Diese im Grunde gute Eigenschaft des Körpers, seine Fähigkeit zu einem Eigenleben, ist auch ein großes Problem für die geistliche Entwicklung und daher auch eines ihrer Hauptgebiete. Da er sich die Regeln einer Welt der Falschheit und des Bösen angeeignet hat, reagiert der Körper automatisch falsch, noch bevor wir darüber nachdenken. Das kann dazu führen, dass die wahren Absichten unseres Geistes oder Willens verkümmern, da der Körper ihnen stets zuvorkommt. Nicht ich selbst tue das Böse, sondern die Sünde, die in mir wohnt, sagt Paulus (Röm. 7,17).

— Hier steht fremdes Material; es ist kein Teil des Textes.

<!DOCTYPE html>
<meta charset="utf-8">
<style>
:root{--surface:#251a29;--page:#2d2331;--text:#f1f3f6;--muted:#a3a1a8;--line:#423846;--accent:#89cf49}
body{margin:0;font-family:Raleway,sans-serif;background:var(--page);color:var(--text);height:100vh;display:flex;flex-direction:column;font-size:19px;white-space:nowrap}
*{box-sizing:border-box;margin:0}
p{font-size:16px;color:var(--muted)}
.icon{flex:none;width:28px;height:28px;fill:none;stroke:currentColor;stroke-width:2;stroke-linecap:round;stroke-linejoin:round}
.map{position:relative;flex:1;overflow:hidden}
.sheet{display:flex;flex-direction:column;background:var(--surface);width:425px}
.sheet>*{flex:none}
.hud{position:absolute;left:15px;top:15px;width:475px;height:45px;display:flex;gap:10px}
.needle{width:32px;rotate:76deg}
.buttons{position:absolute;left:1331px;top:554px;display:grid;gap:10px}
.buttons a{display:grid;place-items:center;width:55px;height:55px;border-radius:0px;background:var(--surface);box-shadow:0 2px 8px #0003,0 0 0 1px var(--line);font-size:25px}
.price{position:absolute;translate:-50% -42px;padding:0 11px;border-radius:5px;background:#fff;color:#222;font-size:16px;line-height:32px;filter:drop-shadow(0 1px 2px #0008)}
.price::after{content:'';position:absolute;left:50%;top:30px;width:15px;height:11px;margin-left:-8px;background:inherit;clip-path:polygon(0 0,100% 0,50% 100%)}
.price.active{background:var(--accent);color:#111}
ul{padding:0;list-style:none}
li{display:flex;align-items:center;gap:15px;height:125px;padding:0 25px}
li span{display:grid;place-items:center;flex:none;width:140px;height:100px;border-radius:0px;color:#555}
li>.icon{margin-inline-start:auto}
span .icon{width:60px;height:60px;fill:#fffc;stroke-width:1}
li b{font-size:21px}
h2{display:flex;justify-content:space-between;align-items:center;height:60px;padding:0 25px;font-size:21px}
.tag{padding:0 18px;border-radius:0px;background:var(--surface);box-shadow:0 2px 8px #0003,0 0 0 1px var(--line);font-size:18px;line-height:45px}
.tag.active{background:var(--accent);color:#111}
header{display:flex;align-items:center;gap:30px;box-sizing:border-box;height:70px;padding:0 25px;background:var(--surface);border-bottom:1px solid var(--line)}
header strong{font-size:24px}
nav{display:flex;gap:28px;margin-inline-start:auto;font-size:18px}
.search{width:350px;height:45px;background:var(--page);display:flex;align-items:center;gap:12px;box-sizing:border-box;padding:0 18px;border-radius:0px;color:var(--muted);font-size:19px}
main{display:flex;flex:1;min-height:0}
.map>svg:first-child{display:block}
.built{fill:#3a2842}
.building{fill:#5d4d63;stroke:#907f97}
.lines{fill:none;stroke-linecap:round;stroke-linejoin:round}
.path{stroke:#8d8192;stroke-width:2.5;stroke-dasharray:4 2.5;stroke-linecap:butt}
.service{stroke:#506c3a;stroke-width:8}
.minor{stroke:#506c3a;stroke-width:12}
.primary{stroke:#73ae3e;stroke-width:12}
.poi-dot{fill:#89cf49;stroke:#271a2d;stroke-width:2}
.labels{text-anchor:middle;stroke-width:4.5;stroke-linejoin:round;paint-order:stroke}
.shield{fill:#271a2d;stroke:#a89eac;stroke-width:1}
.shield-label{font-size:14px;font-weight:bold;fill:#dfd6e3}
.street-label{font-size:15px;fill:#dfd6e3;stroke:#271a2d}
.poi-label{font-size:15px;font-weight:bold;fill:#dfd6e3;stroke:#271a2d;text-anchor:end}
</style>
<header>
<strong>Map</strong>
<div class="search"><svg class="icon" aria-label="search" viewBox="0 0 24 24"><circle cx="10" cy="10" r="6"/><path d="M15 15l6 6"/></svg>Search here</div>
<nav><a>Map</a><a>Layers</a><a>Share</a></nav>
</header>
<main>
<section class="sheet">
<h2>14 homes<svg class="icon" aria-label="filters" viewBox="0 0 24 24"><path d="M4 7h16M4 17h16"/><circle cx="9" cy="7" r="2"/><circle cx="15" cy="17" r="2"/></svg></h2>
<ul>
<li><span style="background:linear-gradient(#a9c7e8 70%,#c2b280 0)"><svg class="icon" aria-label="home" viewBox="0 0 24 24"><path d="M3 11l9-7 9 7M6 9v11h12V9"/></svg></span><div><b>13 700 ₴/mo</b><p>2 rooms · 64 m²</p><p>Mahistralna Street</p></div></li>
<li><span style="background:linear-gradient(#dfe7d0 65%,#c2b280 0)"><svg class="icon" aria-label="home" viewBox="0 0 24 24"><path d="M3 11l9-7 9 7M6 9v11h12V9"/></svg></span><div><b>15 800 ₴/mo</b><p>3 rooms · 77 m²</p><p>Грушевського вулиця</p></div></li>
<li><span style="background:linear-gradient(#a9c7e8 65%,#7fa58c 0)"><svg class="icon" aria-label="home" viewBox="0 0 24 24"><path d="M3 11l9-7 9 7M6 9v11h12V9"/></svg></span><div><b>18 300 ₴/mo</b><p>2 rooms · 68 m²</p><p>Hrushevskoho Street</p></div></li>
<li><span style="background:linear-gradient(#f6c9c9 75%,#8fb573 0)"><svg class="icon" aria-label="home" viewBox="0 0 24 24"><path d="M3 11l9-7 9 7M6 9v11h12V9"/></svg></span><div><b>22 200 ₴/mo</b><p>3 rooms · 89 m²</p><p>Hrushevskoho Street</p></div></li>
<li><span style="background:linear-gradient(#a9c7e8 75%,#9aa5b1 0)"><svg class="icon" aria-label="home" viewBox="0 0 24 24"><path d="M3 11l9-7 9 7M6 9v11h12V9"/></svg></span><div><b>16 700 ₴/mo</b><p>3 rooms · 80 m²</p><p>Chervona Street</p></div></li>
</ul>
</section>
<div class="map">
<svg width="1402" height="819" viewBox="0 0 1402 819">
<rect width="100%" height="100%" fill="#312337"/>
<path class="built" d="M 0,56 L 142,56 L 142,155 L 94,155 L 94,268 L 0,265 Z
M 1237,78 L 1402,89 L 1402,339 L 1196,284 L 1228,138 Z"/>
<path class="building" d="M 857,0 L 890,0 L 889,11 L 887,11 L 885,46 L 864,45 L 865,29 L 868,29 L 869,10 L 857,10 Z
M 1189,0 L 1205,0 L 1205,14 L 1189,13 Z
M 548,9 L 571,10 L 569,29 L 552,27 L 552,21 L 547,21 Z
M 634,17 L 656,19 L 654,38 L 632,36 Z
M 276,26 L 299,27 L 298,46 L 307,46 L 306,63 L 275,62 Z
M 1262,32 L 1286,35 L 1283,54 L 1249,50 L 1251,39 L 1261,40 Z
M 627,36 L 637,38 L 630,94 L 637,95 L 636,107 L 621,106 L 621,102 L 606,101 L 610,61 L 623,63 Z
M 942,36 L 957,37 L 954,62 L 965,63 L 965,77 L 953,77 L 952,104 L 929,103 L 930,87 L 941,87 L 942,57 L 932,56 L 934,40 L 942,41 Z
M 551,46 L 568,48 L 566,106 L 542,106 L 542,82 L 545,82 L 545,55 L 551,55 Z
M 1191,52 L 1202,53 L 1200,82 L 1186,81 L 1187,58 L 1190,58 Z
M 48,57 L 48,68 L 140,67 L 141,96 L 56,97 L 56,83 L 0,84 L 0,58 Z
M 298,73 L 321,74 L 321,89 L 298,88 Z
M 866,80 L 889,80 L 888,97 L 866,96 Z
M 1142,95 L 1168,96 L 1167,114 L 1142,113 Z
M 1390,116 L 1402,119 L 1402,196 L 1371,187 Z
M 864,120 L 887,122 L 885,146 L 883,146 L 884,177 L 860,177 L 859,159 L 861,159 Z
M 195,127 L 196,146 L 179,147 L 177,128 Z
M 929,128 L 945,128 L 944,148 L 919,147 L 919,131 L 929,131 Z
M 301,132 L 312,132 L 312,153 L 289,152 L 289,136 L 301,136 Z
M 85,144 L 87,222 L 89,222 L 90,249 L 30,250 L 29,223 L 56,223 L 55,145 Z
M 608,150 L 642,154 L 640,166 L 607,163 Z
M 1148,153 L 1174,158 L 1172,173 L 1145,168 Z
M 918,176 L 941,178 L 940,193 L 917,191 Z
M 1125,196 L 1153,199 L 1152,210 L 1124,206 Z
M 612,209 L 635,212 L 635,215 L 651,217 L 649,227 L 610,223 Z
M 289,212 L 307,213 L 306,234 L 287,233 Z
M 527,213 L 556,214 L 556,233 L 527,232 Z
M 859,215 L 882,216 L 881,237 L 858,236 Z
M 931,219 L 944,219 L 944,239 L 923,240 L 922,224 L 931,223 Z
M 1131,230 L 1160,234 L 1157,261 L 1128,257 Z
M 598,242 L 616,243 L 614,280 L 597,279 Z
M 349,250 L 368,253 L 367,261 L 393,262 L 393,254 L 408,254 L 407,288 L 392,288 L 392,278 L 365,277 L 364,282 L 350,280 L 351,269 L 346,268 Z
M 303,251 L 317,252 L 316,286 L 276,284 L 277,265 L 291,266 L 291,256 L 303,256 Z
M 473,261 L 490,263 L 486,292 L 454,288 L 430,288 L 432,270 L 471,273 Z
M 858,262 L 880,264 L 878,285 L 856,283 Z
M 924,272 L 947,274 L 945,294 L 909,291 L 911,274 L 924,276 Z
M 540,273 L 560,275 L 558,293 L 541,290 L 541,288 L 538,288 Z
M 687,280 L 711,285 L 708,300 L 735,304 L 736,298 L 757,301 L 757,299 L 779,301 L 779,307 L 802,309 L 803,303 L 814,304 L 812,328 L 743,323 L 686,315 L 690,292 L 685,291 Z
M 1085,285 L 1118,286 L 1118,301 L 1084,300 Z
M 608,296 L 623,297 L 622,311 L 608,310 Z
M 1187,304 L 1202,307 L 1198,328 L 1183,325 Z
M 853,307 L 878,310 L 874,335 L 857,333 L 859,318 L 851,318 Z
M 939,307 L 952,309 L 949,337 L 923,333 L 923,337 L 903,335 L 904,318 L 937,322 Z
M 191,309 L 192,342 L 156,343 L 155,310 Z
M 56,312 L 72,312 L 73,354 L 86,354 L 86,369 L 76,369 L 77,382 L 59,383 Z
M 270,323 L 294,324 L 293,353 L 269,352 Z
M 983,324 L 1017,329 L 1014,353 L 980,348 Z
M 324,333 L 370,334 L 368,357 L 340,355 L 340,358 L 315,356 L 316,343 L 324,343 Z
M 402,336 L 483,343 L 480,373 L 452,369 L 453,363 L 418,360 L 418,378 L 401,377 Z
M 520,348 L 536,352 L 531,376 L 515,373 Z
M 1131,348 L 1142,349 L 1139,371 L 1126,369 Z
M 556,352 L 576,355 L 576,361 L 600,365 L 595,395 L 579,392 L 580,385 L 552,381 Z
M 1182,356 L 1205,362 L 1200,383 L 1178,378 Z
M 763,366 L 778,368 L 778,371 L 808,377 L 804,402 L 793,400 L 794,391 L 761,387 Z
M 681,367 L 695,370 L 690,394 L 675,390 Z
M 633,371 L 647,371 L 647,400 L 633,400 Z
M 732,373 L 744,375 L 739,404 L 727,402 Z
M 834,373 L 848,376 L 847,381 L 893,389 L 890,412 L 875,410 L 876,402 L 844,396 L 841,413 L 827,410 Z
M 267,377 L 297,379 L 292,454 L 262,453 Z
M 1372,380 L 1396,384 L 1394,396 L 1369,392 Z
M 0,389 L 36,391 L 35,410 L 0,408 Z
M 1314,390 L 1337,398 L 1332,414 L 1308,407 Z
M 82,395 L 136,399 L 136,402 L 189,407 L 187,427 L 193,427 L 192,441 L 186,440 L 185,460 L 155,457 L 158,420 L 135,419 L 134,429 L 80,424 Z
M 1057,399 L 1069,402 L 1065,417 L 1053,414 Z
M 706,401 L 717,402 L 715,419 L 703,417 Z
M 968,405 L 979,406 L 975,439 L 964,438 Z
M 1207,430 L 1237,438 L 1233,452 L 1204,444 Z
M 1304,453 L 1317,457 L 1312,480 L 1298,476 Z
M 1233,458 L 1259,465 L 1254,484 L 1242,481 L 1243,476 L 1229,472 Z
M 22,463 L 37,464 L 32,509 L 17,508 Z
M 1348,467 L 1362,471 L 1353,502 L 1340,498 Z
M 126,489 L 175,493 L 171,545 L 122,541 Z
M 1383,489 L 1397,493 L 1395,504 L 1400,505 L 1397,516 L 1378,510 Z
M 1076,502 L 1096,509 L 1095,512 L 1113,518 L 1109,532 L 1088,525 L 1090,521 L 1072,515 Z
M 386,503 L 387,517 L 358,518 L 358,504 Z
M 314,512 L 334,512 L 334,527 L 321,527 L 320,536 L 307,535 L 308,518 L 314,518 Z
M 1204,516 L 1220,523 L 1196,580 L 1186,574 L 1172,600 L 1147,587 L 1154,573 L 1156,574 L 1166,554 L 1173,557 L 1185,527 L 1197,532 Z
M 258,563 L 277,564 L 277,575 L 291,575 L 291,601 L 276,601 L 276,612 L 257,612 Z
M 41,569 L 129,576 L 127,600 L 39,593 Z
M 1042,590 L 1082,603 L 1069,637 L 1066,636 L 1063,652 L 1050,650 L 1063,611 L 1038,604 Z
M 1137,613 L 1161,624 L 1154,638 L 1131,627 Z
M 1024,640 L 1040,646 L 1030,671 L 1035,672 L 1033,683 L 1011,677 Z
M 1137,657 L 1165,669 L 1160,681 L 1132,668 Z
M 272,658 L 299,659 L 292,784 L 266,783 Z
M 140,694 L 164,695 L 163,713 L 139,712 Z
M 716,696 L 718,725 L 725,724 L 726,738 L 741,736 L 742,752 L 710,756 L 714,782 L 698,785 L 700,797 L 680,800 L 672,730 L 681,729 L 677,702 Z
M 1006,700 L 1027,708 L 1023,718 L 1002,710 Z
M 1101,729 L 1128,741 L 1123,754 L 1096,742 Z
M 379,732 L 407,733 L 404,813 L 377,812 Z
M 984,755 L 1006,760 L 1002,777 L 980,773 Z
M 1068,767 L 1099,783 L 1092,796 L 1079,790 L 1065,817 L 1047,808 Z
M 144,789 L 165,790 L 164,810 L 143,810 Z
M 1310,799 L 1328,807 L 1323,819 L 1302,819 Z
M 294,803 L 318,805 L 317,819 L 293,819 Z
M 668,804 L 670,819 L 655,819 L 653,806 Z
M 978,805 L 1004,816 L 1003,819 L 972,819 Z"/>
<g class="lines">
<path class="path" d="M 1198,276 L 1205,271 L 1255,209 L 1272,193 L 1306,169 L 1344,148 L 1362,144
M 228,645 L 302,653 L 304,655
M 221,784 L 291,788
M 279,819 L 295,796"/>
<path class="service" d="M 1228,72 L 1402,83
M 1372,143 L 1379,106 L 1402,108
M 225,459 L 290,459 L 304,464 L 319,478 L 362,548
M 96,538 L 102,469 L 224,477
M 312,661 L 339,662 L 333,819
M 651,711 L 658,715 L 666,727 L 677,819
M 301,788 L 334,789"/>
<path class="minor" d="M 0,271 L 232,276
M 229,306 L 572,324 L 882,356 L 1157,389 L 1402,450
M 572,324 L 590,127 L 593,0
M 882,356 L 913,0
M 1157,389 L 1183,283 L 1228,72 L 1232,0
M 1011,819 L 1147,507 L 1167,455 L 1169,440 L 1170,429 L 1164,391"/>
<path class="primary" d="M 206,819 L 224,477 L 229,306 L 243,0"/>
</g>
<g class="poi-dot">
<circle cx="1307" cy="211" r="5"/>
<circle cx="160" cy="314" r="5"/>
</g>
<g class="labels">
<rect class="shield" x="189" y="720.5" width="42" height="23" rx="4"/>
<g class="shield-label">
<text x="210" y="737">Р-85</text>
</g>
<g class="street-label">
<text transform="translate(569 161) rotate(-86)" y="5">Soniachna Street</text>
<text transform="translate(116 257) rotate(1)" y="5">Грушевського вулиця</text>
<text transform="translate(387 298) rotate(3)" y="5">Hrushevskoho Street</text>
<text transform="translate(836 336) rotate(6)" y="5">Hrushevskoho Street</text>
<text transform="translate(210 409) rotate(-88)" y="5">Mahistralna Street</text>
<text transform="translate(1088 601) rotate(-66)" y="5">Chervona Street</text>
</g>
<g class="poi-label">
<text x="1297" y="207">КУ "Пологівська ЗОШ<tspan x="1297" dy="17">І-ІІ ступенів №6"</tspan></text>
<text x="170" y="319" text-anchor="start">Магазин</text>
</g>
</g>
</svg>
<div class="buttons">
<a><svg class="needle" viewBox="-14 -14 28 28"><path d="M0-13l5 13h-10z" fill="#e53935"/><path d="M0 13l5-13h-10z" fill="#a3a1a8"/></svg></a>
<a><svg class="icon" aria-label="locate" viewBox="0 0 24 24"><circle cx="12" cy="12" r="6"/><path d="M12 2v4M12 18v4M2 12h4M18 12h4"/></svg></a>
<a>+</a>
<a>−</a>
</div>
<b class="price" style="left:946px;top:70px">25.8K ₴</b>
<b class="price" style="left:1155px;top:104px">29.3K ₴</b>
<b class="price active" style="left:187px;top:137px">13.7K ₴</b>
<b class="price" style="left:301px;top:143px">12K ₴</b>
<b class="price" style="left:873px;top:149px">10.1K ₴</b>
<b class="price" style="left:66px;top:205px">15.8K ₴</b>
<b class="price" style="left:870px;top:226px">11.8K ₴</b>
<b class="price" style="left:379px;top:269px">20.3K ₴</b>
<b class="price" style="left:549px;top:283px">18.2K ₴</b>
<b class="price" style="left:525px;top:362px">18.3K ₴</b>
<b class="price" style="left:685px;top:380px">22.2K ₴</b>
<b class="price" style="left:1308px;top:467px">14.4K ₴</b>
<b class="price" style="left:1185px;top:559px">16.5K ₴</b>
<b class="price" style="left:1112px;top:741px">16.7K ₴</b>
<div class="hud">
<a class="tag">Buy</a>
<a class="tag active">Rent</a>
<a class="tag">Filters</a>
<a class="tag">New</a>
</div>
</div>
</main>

Denn, selbstsüchtig wie wir sind, wollen wir immer das Gegenteil von dem, was Gottes Geist will. Doch der Geist Gottes duldet unseren Egoismus nicht. Beide kämpfen gegeneinander, so dass ihr nicht ungehindert tun könnt, was ihr wollt (Gal. 5,17).

Doch gleichzeitig kann diese erstaunliche Fähigkeit des Körpers auch bedeuten, dass der Körper bei der Erneuerung unseres Lebens zum Verbündeten werden kann. Eine solche Veränderung im Bereich des Körpers ist, wie wir sehen werden, einer der Hauptangriffspunkte im Prozess der geistlichen Entwicklung. Der Leib an sich ist im biblischen Sinne nicht böse. Er mag von Bösem besetzt sein, doch kann er auch erlöst werden. Geistliche Formung ist ihrem Wesen nach ein körperlicher Vorgang. Sie kann nicht gelingen, solange sie nicht auch den Körper betrifft.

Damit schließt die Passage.